Mathematics • Year 7 • Unit 4 • Lesson 20
Data and Chance Synthesis
Build fluency joining data and probability: (i) the PPDAC cycle for a real investigation, (ii) relative frequency = experimental probability, and (iii) expected frequency E = P × n for making predictions from data.
1. I do — fully worked example
Read every line. One problem, three connected ideas.
Problem. A survey of 150 students records their favourite genre: Action 45, Comedy 60, Drama 30, Documentary 15. Find the experimental P(Comedy), then predict the number of "Comedy" picks if the school surveys 600 students.
Step 1 — Confirm the total trials.
Total = 45 + 60 + 30 + 15 = 150 ✓
Reason: cross-check the sum equals the stated sample size.
Step 2 — Compute the relative frequency (= experimental probability).
P(Comedy) = 60 ÷ 150 = 2/5 = 0.4
Reason: relative frequency for a category IS the experimental probability for that category.
Step 3 — Expected frequency for a larger group.
E = P × n = 0.4 × 600 = 240 students
Reason: if the 150 sample is representative, the predicted proportion of "Comedy" picks in 600 is also about 0.4.
Answer: P(Comedy) = 0.4, expected Comedy picks in 600 ≈ 240 students.
2. We do — fill in the missing steps
A bag of 8 marbles contains 3 red. A marble is drawn at random with replacement and noted. The bag is sampled 240 times. Find the expected number of red picks. Fill in each blank. 4 marks
Step 1 — Find the theoretical probability of red.
P(red) = ___ ÷ ___ = _______ (as a decimal)
Step 2 — Identify n (the number of trials).
n = _______
Step 3 — Apply the expected-frequency formula.
E = P × n = ___ × ___ = _______
Step 4 — Sense-check.
The expected count is sensible because it is about ___ of the total, which matches P(red) ≈ ___.
3. You do — independent practice
Show formula lines: relative frequency = freq ÷ total; expected frequency E = P × n.

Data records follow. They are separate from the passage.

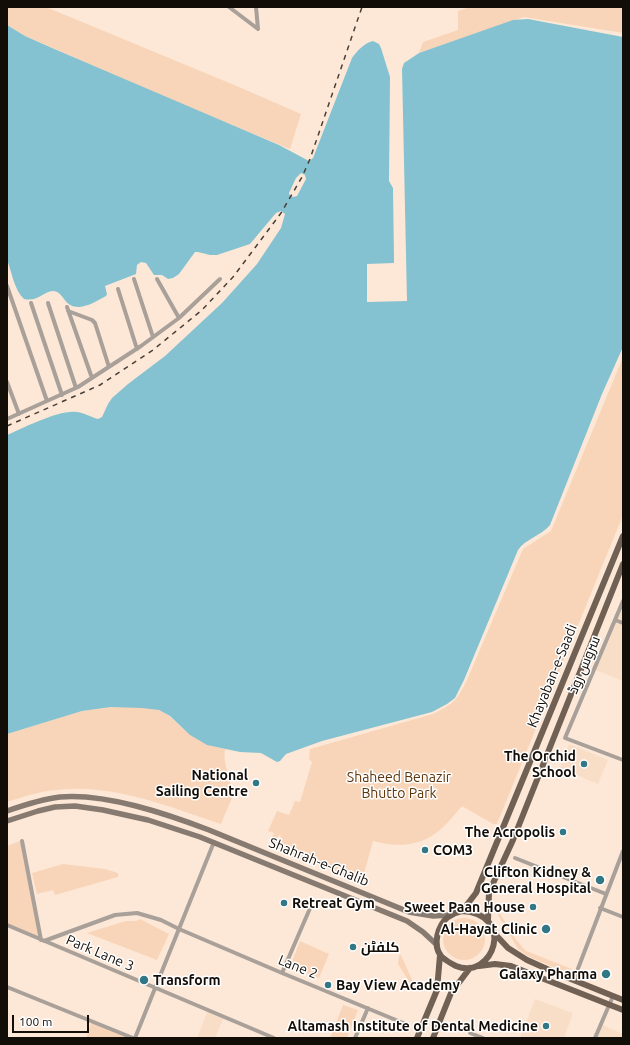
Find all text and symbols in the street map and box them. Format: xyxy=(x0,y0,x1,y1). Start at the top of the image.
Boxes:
street label: Khayaban-e-Saadi xyxy=(524,622,580,730)
street label: سروس روڈ xyxy=(564,633,604,697)
place label: The Orchid School xyxy=(504,748,576,780)
marker: The Orchid School xyxy=(579,759,589,769)
place label: National Sailing Centre xyxy=(156,767,248,800)
park label: Shaheed Benazir Bhutto Park xyxy=(347,769,451,802)
marker: National Sailing Centre xyxy=(251,778,261,788)
place label: The Acropolis xyxy=(465,824,555,840)
marker: The Acropolis xyxy=(558,827,568,837)
street label: Shahrah-e-Ghalib xyxy=(266,834,372,890)
place label: COM3 xyxy=(433,842,473,858)
marker: COM3 xyxy=(420,845,430,855)
place label: Clifton Kidney & General Hospital xyxy=(481,864,591,896)
marker: Clifton Kidney & General Hospital xyxy=(594,874,606,886)
place label: Retreat Gym xyxy=(292,895,375,911)
marker: Retreat Gym xyxy=(279,898,289,908)
place label: Sweet Paan House xyxy=(404,899,525,915)
marker: Sweet Paan House xyxy=(528,902,538,912)
place label: Al-Hayat Clinic xyxy=(440,921,537,937)
marker: Al-Hayat Clinic xyxy=(540,923,552,935)
street label: Park Lane 3 xyxy=(63,931,137,975)
place label: کلفٹن xyxy=(361,939,400,955)
marker: کلفٹن xyxy=(348,942,358,952)
street label: Lane 2 xyxy=(276,952,320,982)
place label: Galaxy Pharma xyxy=(499,966,597,982)
marker: Galaxy Pharma xyxy=(600,968,612,980)
place label: Transform xyxy=(153,972,221,988)
marker: Transform xyxy=(138,974,150,986)
place label: Bay View Academy xyxy=(336,977,460,993)
marker: Bay View Academy xyxy=(323,980,333,990)
scale bar xyxy=(14,1007,91,1033)
text: 100 m xyxy=(19,1015,52,1028)
place label: Altamash Institute of Dental Medicine xyxy=(288,1018,538,1034)
marker: Altamash Institute of Dental Medicine xyxy=(541,1021,551,1031)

Foundation — apply E = P × n
3.1 A fair die is rolled 300 times. How many times would you expect to roll a 6? 1 mark
3.2 A team has P(win) = 0.4 per game. In a season of 50 games, how many wins are expected? 1 mark
3.3 A spinner has P(yellow) = 1/4. The spinner is spun 80 times. How many yellow spins are expected? 1 mark
Standard — relative frequency from data
3.4 In a survey of 200 students, 80 prefer Maths over Science. Find the experimental probability that a random student prefers Maths. 1 mark
3.5 A frequency table shows transport to school: bus 90, walk 60, car 36, bike 14 (n = 200). (i) Find P(car). (ii) If the whole Year 7 cohort has 500 students, estimate how many travel by car. 2 marks
3.6 List the five stages of the PPDAC cycle in order, with one short sentence describing each. 2 marks
Extension — push your thinking
3.7 The school cafeteria estimates that 35% of all student orders include a vegetarian option. On a day with 480 orders, (i) find the expected number of vegetarian orders, (ii) explain in one sentence why the actual count might be 158 instead of the expected value. 3 marks
3.8 A bag has 5 red, 2 blue and 3 green marbles. A marble is drawn at random with replacement 200 times. Find the expected counts for red, blue, and green. Verify the three expected counts add to 200. 3 marks
How did this worksheet feel?
What I'll revisit before next class:
Section 2 — Bag of 8 (We do)
Step 1: P(red) = 3 ÷ 8 = 0.375. Step 2: n = 240. Step 3: E = 0.375 × 240 = 90 red picks. Step 4: 90 is about 3/8 of 240, which matches P(red) ≈ 0.375. ✓
3.1 — Die rolled 300 times, expected 6s
E = (1/6) × 300 = 50 sixes.
3.2 — Team wins
E = 0.4 × 50 = 20 wins.
3.3 — Yellow spins
E = (1/4) × 80 = 20 yellow spins.
3.4 — Prefer Maths
P(Maths) = 80 ÷ 200 = 2/5 = 0.4.
3.5 — Transport to school
(i) P(car) = 36 ÷ 200 = 9/50 = 0.18.
(ii) Expected car users in 500 = 0.18 × 500 = 90 students.
3.6 — PPDAC cycle
Problem — state the question you want to answer.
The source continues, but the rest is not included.